Hardcore Kiss fans around the world know about the song and film ‘Detroit Rock City,’ but there’s so much more to the band’s Michigan connection, as a new movie titled ‘Cadillac High‘ is about to explain.

In October 1975, the band arrived in the small central Michigan city of Cadillac to participate in the high school football team’s homecoming game weekend, and that special moment in Kisstory will be revisited in this film.

Cadillac, as well as Pontiac and Detroit, will serve as filming locations for ‘Cadillac High,’ and that’s just fine with Michelle Begnoche of the Michigan Film Office. “It was a project that we wanted to make sure to do everything possible to keep here in Michigan,” she says.

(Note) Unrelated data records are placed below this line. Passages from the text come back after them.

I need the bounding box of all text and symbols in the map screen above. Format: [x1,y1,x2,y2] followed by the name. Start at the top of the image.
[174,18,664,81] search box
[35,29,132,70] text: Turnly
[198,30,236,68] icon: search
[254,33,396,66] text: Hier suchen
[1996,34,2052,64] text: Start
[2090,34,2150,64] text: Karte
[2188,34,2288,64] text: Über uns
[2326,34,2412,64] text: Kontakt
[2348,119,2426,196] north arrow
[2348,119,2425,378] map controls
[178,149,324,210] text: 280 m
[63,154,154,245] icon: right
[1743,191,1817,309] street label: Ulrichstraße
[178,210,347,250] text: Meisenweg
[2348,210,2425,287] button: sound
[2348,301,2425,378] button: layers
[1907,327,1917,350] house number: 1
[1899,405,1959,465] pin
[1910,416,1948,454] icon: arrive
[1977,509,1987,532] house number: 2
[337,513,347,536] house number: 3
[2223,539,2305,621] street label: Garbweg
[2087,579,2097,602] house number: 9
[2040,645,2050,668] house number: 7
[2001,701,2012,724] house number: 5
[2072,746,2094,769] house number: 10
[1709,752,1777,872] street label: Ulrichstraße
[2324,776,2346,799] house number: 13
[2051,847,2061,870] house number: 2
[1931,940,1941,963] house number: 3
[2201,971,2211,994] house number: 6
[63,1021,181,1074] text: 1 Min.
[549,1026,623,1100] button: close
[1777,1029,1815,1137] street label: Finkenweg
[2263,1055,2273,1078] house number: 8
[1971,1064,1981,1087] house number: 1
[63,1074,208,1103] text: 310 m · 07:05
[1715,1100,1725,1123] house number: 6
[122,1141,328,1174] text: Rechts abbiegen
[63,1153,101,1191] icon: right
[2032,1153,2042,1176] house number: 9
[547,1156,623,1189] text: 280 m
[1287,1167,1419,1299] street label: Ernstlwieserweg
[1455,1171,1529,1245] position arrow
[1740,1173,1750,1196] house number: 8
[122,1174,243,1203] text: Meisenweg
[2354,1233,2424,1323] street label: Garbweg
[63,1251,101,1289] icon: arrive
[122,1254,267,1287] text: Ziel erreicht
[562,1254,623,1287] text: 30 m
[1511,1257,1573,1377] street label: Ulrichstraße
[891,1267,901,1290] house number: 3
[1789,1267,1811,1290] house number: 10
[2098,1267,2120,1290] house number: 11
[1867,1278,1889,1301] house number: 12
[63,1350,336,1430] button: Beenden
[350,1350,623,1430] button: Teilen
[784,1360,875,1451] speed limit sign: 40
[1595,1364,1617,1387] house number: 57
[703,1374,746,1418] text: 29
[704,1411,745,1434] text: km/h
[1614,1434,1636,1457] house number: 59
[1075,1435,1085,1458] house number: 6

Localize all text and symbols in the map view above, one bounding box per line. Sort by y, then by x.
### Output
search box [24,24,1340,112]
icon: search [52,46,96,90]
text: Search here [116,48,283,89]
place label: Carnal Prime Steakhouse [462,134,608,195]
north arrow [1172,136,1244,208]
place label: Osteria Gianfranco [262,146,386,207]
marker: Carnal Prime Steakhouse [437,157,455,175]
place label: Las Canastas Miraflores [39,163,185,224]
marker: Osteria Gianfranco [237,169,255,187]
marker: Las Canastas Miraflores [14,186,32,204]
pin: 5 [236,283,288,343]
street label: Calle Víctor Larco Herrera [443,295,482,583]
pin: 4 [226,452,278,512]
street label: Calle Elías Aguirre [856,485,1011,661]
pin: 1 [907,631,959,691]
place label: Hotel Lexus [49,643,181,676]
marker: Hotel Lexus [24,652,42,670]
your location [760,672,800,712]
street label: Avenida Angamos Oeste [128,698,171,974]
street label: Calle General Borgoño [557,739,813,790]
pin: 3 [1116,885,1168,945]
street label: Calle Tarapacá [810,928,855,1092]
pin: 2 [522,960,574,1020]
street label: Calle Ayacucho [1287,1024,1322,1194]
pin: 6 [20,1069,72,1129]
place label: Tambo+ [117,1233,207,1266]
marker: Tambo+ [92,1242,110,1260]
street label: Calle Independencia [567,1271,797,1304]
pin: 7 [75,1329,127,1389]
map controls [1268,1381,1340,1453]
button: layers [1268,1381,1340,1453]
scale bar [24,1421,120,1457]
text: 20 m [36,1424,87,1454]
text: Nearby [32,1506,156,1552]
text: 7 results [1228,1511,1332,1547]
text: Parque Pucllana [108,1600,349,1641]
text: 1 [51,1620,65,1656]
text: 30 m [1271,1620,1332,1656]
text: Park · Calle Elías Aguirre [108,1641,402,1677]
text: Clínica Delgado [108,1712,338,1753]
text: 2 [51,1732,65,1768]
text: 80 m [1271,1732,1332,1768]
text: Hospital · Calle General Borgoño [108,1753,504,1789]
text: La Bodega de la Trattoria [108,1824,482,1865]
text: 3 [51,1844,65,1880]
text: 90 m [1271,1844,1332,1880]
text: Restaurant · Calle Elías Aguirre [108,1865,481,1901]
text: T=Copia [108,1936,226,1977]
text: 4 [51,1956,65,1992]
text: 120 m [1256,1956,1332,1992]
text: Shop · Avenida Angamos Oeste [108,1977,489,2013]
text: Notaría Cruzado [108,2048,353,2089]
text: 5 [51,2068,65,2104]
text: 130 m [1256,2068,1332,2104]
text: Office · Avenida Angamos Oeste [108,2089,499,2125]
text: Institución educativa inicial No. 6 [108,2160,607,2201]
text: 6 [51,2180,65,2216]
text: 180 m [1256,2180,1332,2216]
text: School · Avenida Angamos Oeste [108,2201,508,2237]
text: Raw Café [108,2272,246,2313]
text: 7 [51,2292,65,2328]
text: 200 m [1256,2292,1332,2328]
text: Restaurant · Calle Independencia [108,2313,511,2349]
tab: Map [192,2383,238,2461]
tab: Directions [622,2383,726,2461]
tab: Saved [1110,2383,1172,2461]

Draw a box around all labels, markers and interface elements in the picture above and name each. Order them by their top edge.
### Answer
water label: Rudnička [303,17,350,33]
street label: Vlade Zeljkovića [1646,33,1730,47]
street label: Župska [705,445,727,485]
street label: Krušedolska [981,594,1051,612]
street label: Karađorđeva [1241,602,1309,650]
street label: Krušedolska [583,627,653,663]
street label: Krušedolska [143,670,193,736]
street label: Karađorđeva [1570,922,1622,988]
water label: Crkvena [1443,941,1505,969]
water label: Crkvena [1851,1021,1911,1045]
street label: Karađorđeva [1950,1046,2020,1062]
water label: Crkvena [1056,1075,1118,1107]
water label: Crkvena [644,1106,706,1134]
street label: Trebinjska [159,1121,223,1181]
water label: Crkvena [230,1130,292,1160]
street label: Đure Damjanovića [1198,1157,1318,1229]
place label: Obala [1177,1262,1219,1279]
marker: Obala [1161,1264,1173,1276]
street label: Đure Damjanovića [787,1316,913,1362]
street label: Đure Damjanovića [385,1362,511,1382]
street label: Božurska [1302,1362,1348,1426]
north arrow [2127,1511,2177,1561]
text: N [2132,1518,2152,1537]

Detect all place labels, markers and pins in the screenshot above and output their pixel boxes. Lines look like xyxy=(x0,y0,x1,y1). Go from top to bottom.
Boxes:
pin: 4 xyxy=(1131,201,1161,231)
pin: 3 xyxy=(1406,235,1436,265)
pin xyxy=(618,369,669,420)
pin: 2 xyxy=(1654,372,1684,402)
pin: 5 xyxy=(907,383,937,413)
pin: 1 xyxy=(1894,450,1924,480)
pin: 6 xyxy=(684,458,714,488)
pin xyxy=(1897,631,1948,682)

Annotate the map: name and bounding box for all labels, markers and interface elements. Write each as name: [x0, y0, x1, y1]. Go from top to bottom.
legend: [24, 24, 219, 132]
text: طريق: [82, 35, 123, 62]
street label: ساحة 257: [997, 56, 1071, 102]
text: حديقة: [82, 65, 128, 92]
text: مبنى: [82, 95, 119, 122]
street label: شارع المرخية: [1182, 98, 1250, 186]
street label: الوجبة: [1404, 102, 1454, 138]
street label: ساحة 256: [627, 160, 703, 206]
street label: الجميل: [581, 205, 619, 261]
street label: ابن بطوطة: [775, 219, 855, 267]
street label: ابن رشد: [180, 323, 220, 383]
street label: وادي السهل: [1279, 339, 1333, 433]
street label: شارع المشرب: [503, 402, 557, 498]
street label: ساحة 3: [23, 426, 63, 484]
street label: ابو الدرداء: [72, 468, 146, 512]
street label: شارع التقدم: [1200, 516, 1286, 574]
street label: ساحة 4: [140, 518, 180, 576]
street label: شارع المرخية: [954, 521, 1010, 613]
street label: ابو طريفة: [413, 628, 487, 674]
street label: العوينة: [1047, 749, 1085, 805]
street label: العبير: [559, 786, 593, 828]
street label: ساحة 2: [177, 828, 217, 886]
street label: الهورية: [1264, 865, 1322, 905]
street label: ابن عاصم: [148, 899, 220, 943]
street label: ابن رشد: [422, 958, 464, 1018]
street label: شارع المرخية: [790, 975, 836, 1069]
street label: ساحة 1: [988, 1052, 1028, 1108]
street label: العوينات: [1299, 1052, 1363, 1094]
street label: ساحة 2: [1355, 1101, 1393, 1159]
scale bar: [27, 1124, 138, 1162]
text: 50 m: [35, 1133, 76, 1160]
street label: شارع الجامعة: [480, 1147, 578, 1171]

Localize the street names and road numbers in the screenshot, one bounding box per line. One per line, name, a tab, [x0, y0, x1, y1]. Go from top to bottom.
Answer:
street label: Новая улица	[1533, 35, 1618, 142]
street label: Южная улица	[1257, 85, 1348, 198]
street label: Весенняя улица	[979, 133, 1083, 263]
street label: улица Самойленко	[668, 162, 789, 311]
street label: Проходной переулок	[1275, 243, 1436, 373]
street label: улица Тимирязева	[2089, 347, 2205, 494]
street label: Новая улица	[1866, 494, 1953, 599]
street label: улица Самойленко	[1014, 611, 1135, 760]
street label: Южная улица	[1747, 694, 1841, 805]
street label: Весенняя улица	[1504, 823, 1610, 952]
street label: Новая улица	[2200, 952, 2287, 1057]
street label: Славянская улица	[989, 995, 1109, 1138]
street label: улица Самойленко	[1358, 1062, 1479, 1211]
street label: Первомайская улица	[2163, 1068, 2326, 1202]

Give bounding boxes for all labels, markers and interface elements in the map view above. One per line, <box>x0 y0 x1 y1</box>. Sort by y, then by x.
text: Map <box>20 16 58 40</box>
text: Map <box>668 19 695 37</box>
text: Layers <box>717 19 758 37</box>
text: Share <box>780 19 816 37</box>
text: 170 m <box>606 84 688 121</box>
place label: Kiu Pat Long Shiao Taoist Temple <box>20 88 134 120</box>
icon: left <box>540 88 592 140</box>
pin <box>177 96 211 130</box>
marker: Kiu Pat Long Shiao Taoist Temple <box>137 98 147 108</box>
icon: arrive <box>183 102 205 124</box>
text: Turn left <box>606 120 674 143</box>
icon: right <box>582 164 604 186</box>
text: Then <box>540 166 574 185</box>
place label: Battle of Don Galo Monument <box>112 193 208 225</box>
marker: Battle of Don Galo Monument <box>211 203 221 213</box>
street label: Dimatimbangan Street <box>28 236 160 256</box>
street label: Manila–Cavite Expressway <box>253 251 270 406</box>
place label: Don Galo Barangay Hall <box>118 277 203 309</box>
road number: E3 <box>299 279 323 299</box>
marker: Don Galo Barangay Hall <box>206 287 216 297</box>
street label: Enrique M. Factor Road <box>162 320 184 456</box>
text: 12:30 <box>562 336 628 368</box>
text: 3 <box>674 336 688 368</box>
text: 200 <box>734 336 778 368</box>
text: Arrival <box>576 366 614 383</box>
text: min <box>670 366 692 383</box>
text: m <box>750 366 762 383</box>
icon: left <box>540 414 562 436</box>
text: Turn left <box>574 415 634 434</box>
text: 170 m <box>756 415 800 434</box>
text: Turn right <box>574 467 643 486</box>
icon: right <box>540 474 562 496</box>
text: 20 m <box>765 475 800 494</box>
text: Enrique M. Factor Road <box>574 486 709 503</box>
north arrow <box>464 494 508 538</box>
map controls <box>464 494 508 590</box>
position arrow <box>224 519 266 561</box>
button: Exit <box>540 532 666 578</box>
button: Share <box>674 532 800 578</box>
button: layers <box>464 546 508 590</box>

The story about Kiss visiting Cadillac certainly is worthy of the big screen. In 1974, Cadillac High School assistant football coach Jim Neff thought his players could use a lift, so he played some Kiss tunes on the bus. The team started to win, and Kiss music became a staple as Cadillac High’s Vikings racked up seven straight victories to close out the season.

Neff subsequently contacted Kiss to let them know that the band’s songs were used as the team’s “battle cry and their rallying music,” Paul Stanley recalled recently.

The historic homecoming parade, which also included a Kiss performance at the Cadillac High School gym, took place on Oct. 9, 1975. Seeing the people of Cadillac with their faces painted in the same style as the band members “was like landing on planet Kiss,” remembered Gene Simmons, who looks back on the event as “a lifetime memory and a source of pride for us.”